### Assignment:
Although the data below holds other lines too, output only those from the line with "ctx.setLineDash(dash || []);" up to and including the line with "ctx.fillText(text, 0, 0);", exactly as they appear.

(Source records)
=== Begin Enclosure ===
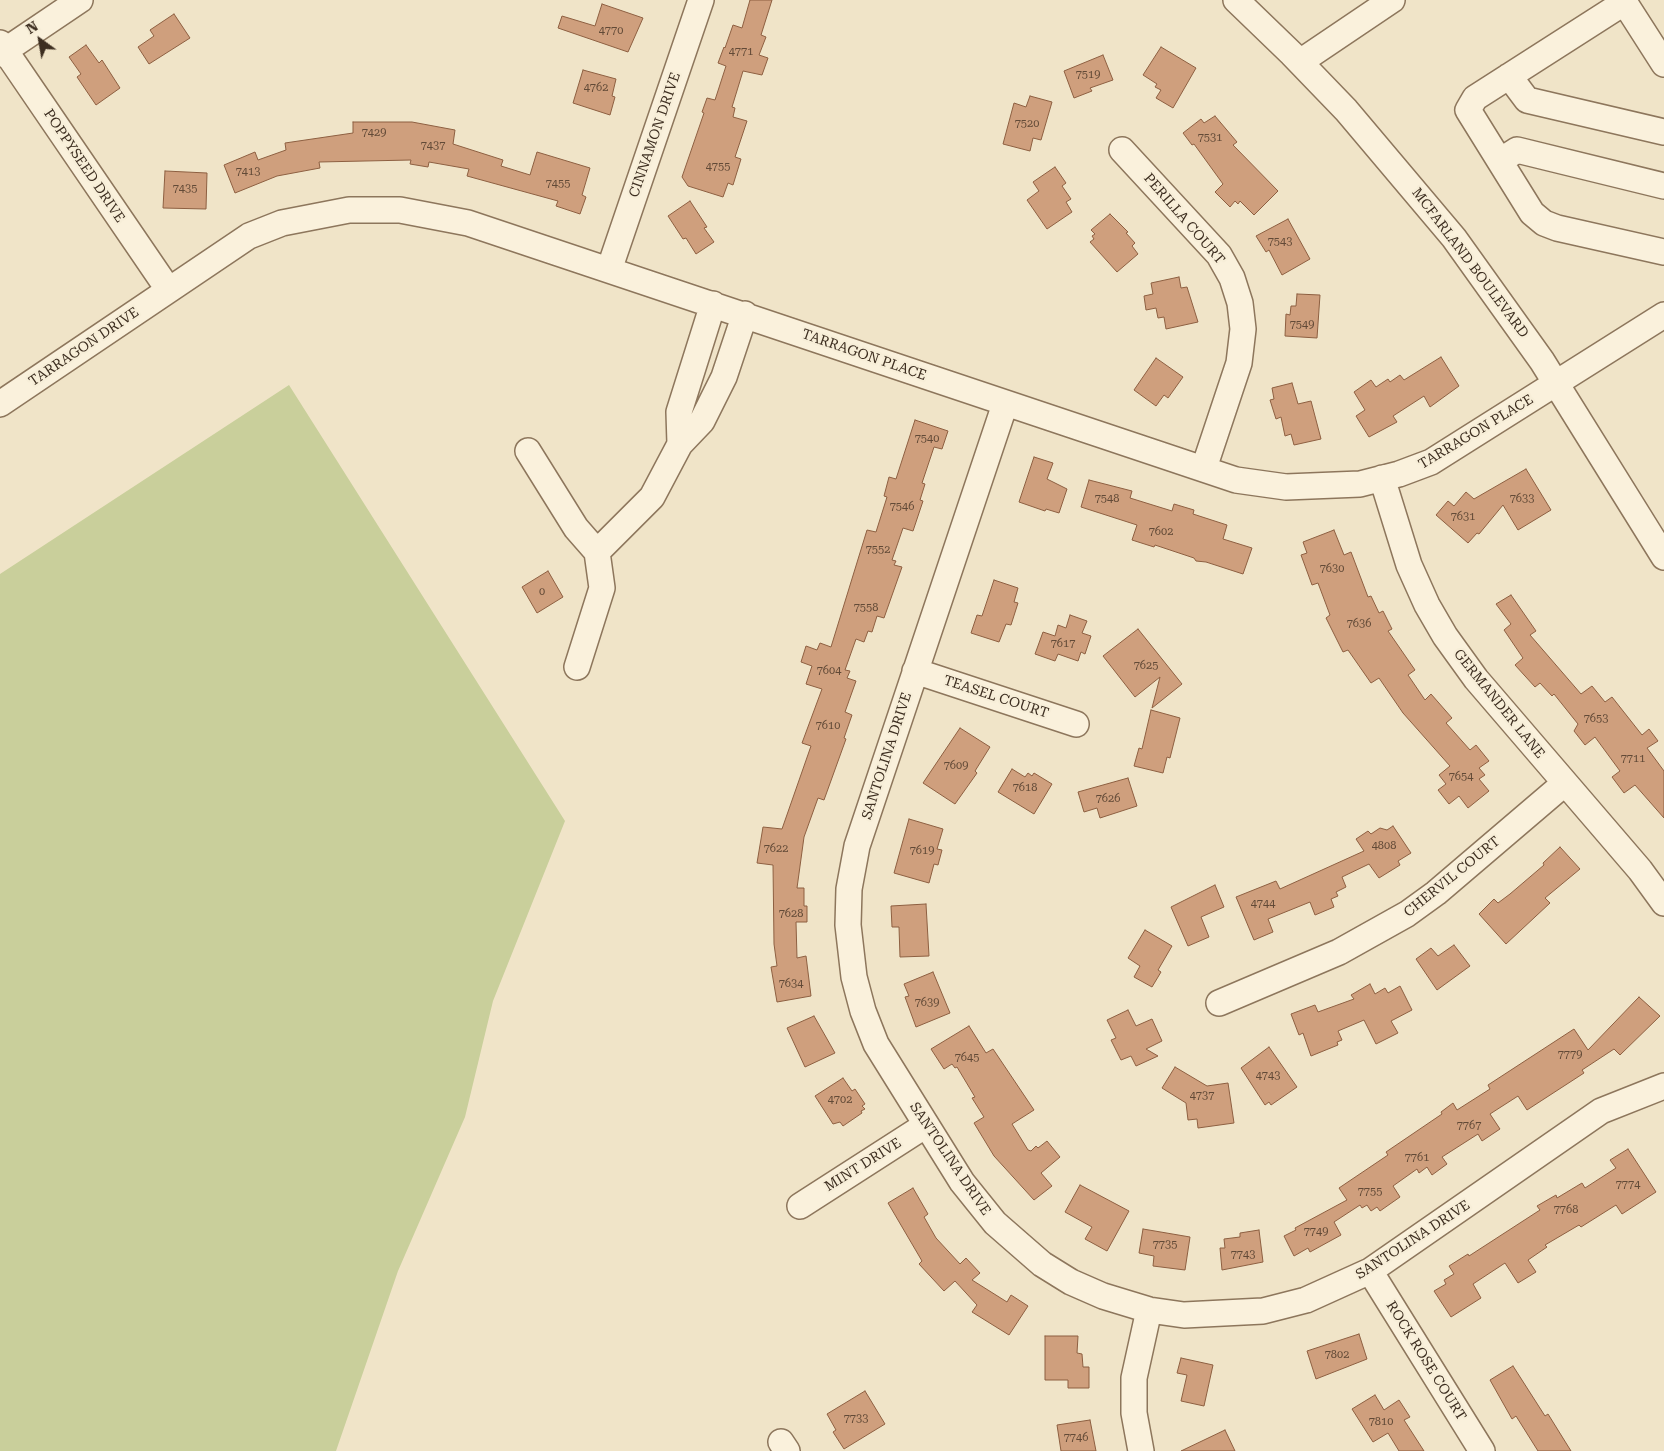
<!DOCTYPE html>
<html>
<head>
<meta charset="utf-8">
<style>
	body { margin:0 }
	#map { position:relative; width:1664px; height:1451px; overflow:hidden; background:#f0e4c8; font-family:"Roboto Serif",serif }
	canvas { display:block }
	.north { position:absolute; left:15px; top:15px; width:50px; height:50px; -webkit-text-stroke:4px #f7eed8; paint-order:stroke; rotate:328deg; font-size:14px; font-weight:700; line-height:20px; text-align:center; color:#3d2e20 }
	.north::after { content:''; display:block; margin:auto; width:18px; height:22px; background:#3d2e20; clip-path:polygon(50% 0,100% 100%,50% 72%,0 100%) }
</style>
</head>
<body>
<div id="map">
<canvas width="1664" height="1451"></canvas>
<div class="north">N</div>
</div>
<script>
const ctx = document.querySelector('canvas').getContext('2d');
ctx.lineJoin = 'round';
function fillPath(path, color) {
  ctx.fillStyle = color;
  ctx.fill(path, 'evenodd');
}
function poly(rows) {
  const path = new Path2D();
  for (const r of rows) {
    path.moveTo(r[0], r[1]);
    for (let i = 2; i < r.length; i += 2) path.lineTo(r[i], r[i + 1]);
  }
  return path;
}
function stroke(path, color, width, dash) {
  ctx.strokeStyle = color;
  ctx.lineWidth = width;
  ctx.lineCap = dash ? 'butt' : 'round';
  ctx.setLineDash(dash || []);
  ctx.stroke(path);
}
function drawText(font, color, halo, rows, align = 'center') {
  ctx.font = font + ' "Roboto Serif",serif';
  ctx.lineWidth = 4.5;
  ctx.setLineDash([]);
  ctx.textBaseline = 'middle';
  ctx.strokeStyle = halo;
  ctx.fillStyle = color;
  for (const [text, x, y, turn = 0] of rows) {
    ctx.save();
    ctx.translate(x, y);
    ctx.rotate((+turn || 0) * Math.PI / 180);
    ctx.textAlign = isNaN(turn) ? turn : align;
    if (halo) ctx.strokeText(text, 0, 0);
    ctx.fillText(text, 0, 0);
    ctx.restore();
  }
}
fillPath(poly([
	[289,385,565,821,493,1001,465,1117,398,1271,336,1451,0,1451,0,574]
]), '#c9cf9b');
const building = poly([
	[750,0,772,0,761,35,766,37,759,55,768,58,762,75,743,71,732,107,735,108,733,117,747,121,735,157,741,159,733,185,728,183,723,197,688,186,682,177,704,113,702,112,707,98,715,100,726,66,718,63,724,47,725,48,733,25,742,28,750,0],
	[602,4,643,18,628,52,558,28,562,16,595,26,602,4],
	[174,14,190,38,149,64,138,47,154,36,150,30,174,14],
	[86,45,99,63,102,60,120,88,96,105,77,77,81,74,69,57,86,45],
	[1161,47,1196,68,1173,108,1156,98,1161,90,1155,87,1157,84,1143,75,1161,47],
	[1103,55,1113,80,1090,88,1092,91,1074,98,1064,71,1103,55],
	[583,70,616,79,612,96,615,97,610,115,573,103,583,70],
	[1030,96,1052,102,1041,140,1033,138,1030,151,1003,144,1014,103,1026,107,1030,96],
	[1215,116,1237,142,1233,145,1278,191,1254,215,1240,201,1238,204,1235,201,1230,207,1215,192,1223,184,1194,144,1192,145,1183,133,1201,119,1204,123,1215,116],
	[353,122,412,122,455,130,453,144,503,160,501,166,530,175,537,152,590,168,582,195,586,197,580,214,556,206,558,201,467,176,469,169,429,162,428,167,410,164,411,160,319,162,320,168,277,176,235,193,224,165,255,152,258,160,286,150,285,143,353,133,353,122],
	[1055,167,1066,183,1062,186,1071,199,1066,202,1072,212,1047,229,1027,200,1039,191,1033,182,1055,167],
	[165,171,207,173,206,209,163,208,165,171],
	[690,201,707,227,704,228,714,242,696,254,686,238,683,239,668,216,690,201],
	[1110,214,1128,232,1126,233,1135,243,1132,246,1138,254,1117,272,1090,242,1094,239,1092,236,1095,234,1091,230,1110,214],
	[1288,219,1310,259,1282,275,1269,250,1266,252,1256,236,1288,219],
	[1179,277,1181,288,1187,287,1198,322,1166,329,1164,317,1158,318,1156,308,1146,310,1144,296,1153,294,1151,283,1179,277],
	[1297,294,1320,295,1317,338,1285,336,1286,314,1290,315,1291,306,1296,306,1297,294],
	[1441,357,1459,386,1430,407,1424,396,1393,416,1397,422,1369,437,1356,416,1365,410,1354,392,1371,380,1376,387,1388,379,1390,382,1400,375,1404,380,1441,357],
	[1156,358,1183,377,1168,398,1164,395,1156,406,1134,390,1156,358],
	[1292,383,1298,404,1311,401,1321,439,1294,445,1291,434,1285,436,1281,417,1276,419,1270,400,1274,399,1272,388,1292,383],
	[915,420,948,431,942,449,934,447,922,483,925,484,920,500,923,501,913,531,903,528,892,560,896,561,894,565,902,567,884,618,877,616,872,632,868,631,864,642,856,639,845,670,850,671,847,678,856,681,845,712,852,715,844,738,846,739,824,800,818,798,804,837,797,888,804,888,804,906,807,906,807,922,796,922,797,958,806,956,811,996,777,1002,771,967,777,966,774,944,773,865,757,863,763,827,782,829,811,746,802,743,822,689,806,684,812,666,801,662,806,646,817,650,820,643,831,647,867,530,876,532,887,497,884,496,889,477,896,479,915,420],
	[1034,457,1053,463,1047,479,1067,489,1059,513,1046,509,1045,511,1019,502,1034,457],
	[1526,469,1551,510,1518,530,1503,505,1479,534,1477,533,1468,543,1436,515,1448,501,1454,506,1466,492,1474,499,1526,469],
	[1089,480,1132,491,1130,498,1172,511,1174,504,1194,510,1193,514,1227,525,1223,539,1252,548,1243,574,1206,562,1196,561,1194,558,1155,545,1154,547,1132,540,1137,525,1081,507,1089,480],
	[1334,530,1344,555,1351,552,1368,597,1371,596,1379,613,1383,611,1392,629,1388,631,1415,670,1408,675,1425,700,1431,694,1452,718,1446,723,1470,750,1476,745,1489,761,1479,768,1485,775,1479,779,1489,791,1468,808,1459,796,1449,804,1438,790,1446,784,1439,775,1450,766,1403,713,1379,678,1371,683,1348,650,1343,652,1326,618,1330,615,1318,583,1312,585,1301,555,1307,553,1303,542,1334,530],
	[548,571,563,597,537,613,522,587,548,571],
	[994,580,1018,588,1014,602,1018,603,1011,625,1006,624,999,642,971,633,977,615,982,616,994,580],
	[1511,595,1536,631,1530,635,1581,694,1592,686,1605,702,1612,697,1642,735,1649,729,1658,741,1647,748,1664,771,1664,818,1635,785,1624,793,1612,777,1620,771,1595,737,1585,745,1574,731,1578,724,1554,694,1552,696,1540,683,1535,687,1515,665,1523,658,1504,630,1511,624,1496,604,1511,595],
	[1070,615,1087,621,1082,633,1091,636,1085,654,1081,652,1078,661,1058,654,1055,661,1035,654,1043,632,1055,636,1058,625,1066,628,1070,615],
	[1138,629,1182,684,1152,708,1160,677,1135,697,1103,656,1138,629],
	[1151,710,1180,718,1170,758,1167,757,1163,773,1134,766,1139,748,1142,749,1151,710],
	[960,728,990,747,975,771,977,773,955,804,923,783,960,728],
	[1012,769,1025,777,1028,773,1032,776,1034,773,1052,784,1034,814,998,792,1012,769],
	[1128,778,1137,806,1100,818,1097,808,1084,812,1078,792,1128,778],
	[909,819,943,829,937,849,942,850,938,865,934,864,929,883,894,873,909,819],
	[1393,826,1411,853,1398,861,1400,865,1379,878,1369,864,1342,877,1346,887,1336,892,1338,896,1331,899,1334,907,1315,915,1310,902,1268,919,1273,932,1254,940,1236,897,1276,881,1280,889,1364,851,1356,839,1368,831,1371,834,1380,828,1387,830,1393,826],
	[1560,847,1580,869,1545,898,1550,903,1506,944,1479,914,1494,899,1498,903,1510,894,1544,865,1543,863,1560,847],
	[1215,885,1224,907,1201,917,1209,937,1188,946,1171,907,1215,885],
	[926,904,929,956,900,957,899,927,892,927,891,906,926,904],
	[1145,930,1172,946,1158,970,1161,972,1152,987,1134,977,1140,966,1128,958,1145,930],
	[1454,945,1470,966,1437,990,1416,959,1431,948,1438,956,1454,945],
	[933,972,950,1013,916,1027,905,997,909,996,904,984,933,972],
	[1370,984,1375,994,1385,988,1388,993,1400,986,1412,1010,1391,1021,1398,1033,1376,1044,1364,1020,1338,1031,1342,1040,1337,1042,1338,1045,1311,1056,1303,1033,1299,1035,1291,1014,1315,1005,1318,1012,1354,999,1351,995,1370,984],
	[1639,997,1660,1016,1620,1055,1614,1049,1582,1070,1584,1073,1527,1110,1518,1096,1490,1114,1500,1129,1482,1141,1478,1134,1442,1157,1447,1164,1432,1175,1427,1167,1419,1173,1417,1169,1393,1186,1400,1197,1380,1211,1377,1207,1371,1211,1367,1205,1362,1208,1360,1205,1334,1222,1341,1235,1310,1252,1308,1248,1294,1256,1284,1236,1296,1230,1295,1228,1347,1200,1339,1188,1388,1155,1386,1152,1442,1114,1441,1112,1453,1103,1457,1110,1490,1089,1488,1085,1574,1029,1588,1050,1639,997],
	[1128,1010,1136,1026,1152,1019,1162,1041,1146,1049,1158,1056,1136,1066,1131,1056,1121,1060,1111,1040,1116,1038,1107,1020,1128,1010],
	[814,1016,835,1053,805,1067,787,1028,814,1016],
	[969,1026,986,1053,993,1049,1034,1110,1012,1124,1028,1150,1031,1151,1036,1146,1038,1148,1047,1141,1060,1157,1041,1173,1052,1186,1034,1200,994,1156,974,1123,984,1117,972,1098,975,1097,957,1067,955,1068,952,1064,944,1069,931,1049,969,1026],
	[1269,1047,1297,1087,1271,1105,1269,1102,1265,1105,1241,1068,1269,1047],
	[1175,1067,1207,1086,1228,1083,1234,1123,1198,1128,1197,1119,1188,1120,1186,1103,1162,1088,1175,1067],
	[843,1078,852,1091,855,1089,865,1104,862,1106,865,1109,861,1111,862,1113,843,1126,840,1122,833,1124,815,1096,843,1078],
	[1628,1149,1656,1192,1622,1214,1616,1205,1581,1227,1579,1225,1545,1245,1547,1247,1528,1260,1536,1272,1518,1283,1505,1263,1473,1284,1481,1298,1451,1317,1434,1291,1446,1284,1444,1280,1454,1274,1449,1266,1468,1254,1469,1256,1540,1210,1537,1206,1556,1195,1557,1198,1582,1183,1585,1188,1616,1168,1610,1160,1628,1149],
	[1080,1185,1129,1211,1107,1251,1085,1239,1092,1227,1065,1212,1080,1185],
	[913,1188,928,1214,924,1217,936,1238,960,1264,966,1258,980,1273,972,1280,1007,1302,1011,1295,1028,1306,1009,1335,972,1312,977,1305,955,1281,944,1291,919,1264,922,1261,888,1203,913,1188],
	[1143,1229,1190,1237,1185,1270,1153,1266,1154,1256,1139,1253,1143,1229],
	[1259,1230,1263,1262,1222,1270,1220,1248,1225,1248,1224,1239,1240,1237,1240,1233,1259,1230],
	[1359,1334,1367,1359,1316,1379,1307,1351,1359,1334],
	[1045,1336,1078,1336,1077,1353,1082,1354,1083,1367,1089,1367,1089,1388,1068,1388,1068,1380,1045,1380,1045,1336],
	[1181,1358,1213,1365,1204,1406,1181,1401,1187,1375,1177,1373,1181,1358],
	[1513,1366,1545,1416,1548,1414,1571,1451,1538,1451,1516,1416,1512,1419,1490,1380,1513,1366],
	[865,1391,885,1424,844,1449,833,1432,836,1430,827,1414,865,1391],
	[1375,1395,1384,1410,1399,1400,1410,1417,1404,1420,1424,1451,1399,1451,1388,1433,1373,1442,1352,1409,1375,1395],
	[1090,1420,1096,1451,1061,1451,1057,1425,1090,1420],
	[1225,1430,1235,1451,1181,1451,1225,1430]
]);
fillPath(building, '#cf9f7d');
stroke(building, '#8d5f41', 1);
const minor = poly([
	[1236,0,1292,54,1346,110,1454,238,1542,361,1664,557],
	[1623,0,1664,64],
	[1625,2,1475,98,1468,110,1532,213,1544,223,1557,228,1664,252],
	[0,43,168,289],
	[0,54,80,0],
	[1300,62,1392,0],
	[1509,76,1527,100,1664,132],
	[1122,150,1219,255,1232,278,1240,303,1243,329,1239,363,1204,468],
	[1500,161,1517,150,1664,186],
	[609,270,701,0],
	[0,404,249,236,282,223,349,210,400,210,468,223,1236,480,1286,487,1360,484,1399,474,1431,462,1664,315],
	[1005,404,857,846,849,889,848,925,854,977,863,1011,876,1044,962,1182,995,1223,1042,1264,1071,1282,1103,1296,1149,1310,1184,1315,1263,1311,1306,1300,1370,1271,1601,1111,1664,1086],
	[680,444,679,412,713,304],
	[528,451,576,528,597,552],
	[1382,478,1409,565,1427,605,1445,636,1476,679,1640,870,1664,903],
	[577,667,602,588,597,552,652,497,680,444,702,421,724,377,745,314],
	[915,671,1076,724],
	[1219,1003,1339,952,1407,914,1436,893,1565,783],
	[800,1206,926,1125],
	[1370,1271,1482,1451],
	[781,1442,787,1451],
	[1141,1451,1134,1413,1134,1378,1149,1310]
]);
stroke(minor, '#8d765c', 28);
stroke(minor, '#faf1dc', 25);
drawText('11px', '#624a37', null, [
	["4770",611,31],
	["4771",741,52],
	["7519",1088,75],
	["4762",596,88],
	["7520",1027,124],
	["7429",374,133],
	["7531",1210,138],
	["7437",433,146],
	["4755",718,167],
	["7413",248,172],
	["7455",558,184],
	["7435",185,189],
	["7543",1280,242],
	["7549",1302,325],
	["7540",927,439],
	["7548",1107,499],
	["7633",1522,499],
	["7546",902,507],
	["7631",1463,517],
	["7602",1161,532],
	["7552",878,550],
	["7630",1332,569],
	["0",542,592],
	["7558",866,608],
	["7636",1359,624],
	["7617",1063,644],
	["7625",1146,666],
	["7604",829,671],
	["7653",1596,719],
	["7610",828,726],
	["7711",1633,759],
	["7609",956,766],
	["7654",1461,777],
	["7618",1025,788],
	["7626",1108,799],
	["4808",1384,846],
	["7622",776,849],
	["7619",922,851],
	["4744",1263,904],
	["7628",791,914],
	["7634",791,984],
	["7639",927,1003],
	["7779",1570,1055],
	["7645",967,1058],
	["4743",1268,1076],
	["4737",1202,1096],
	["4702",840,1100],
	["7767",1469,1126],
	["7761",1417,1158],
	["7774",1628,1185],
	["7755",1370,1192],
	["7768",1566,1210],
	["7749",1316,1232],
	["7735",1165,1245],
	["7743",1243,1255],
	["7802",1337,1355],
	["7733",856,1419],
	["7810",1381,1422],
	["7746",1076,1438]
]);
drawText('14px', '#3d2e20', '#f7eed8', [
	["CINNAMON DRIVE",655,135,-71],
	["POPPYSEED DRIVE",84,166,56],
	["PERILLA COURT",1184,219,49],
	["MCFARLAND BOULEVARD",1470,263,53],
	["TARRAGON DRIVE",84,347,-34],
	["TARRAGON PLACE",864,355,19],
	["TARRAGON PLACE",1476,432,-31],
	["TEASEL COURT",996,697,18],
	["GERMANDER LANE",1499,704,51],
	["SANTOLINA DRIVE",887,756,-72],
	["CHERVIL COURT",1452,877,-39],
	["SANTOLINA DRIVE",950,1159,56],
	["MINT DRIVE",863,1165,-32],
	["SANTOLINA DRIVE",1413,1240,-33],
	["ROCK ROSE COURT",1426,1361,58]
]);
</script>
</body>
</html>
=== End Enclosure ===
### Result for this task:
  ctx.setLineDash(dash || []);
  ctx.stroke(path);
}
function drawText(font, color, halo, rows, align = 'center') {
  ctx.font = font + ' "Roboto Serif",serif';
  ctx.lineWidth = 4.5;
  ctx.setLineDash([]);
  ctx.textBaseline = 'middle';
  ctx.strokeStyle = halo;
  ctx.fillStyle = color;
  for (const [text, x, y, turn = 0] of rows) {
    ctx.save();
    ctx.translate(x, y);
    ctx.rotate((+turn || 0) * Math.PI / 180);
    ctx.textAlign = isNaN(turn) ? turn : align;
    if (halo) ctx.strokeText(text, 0, 0);
    ctx.fillText(text, 0, 0);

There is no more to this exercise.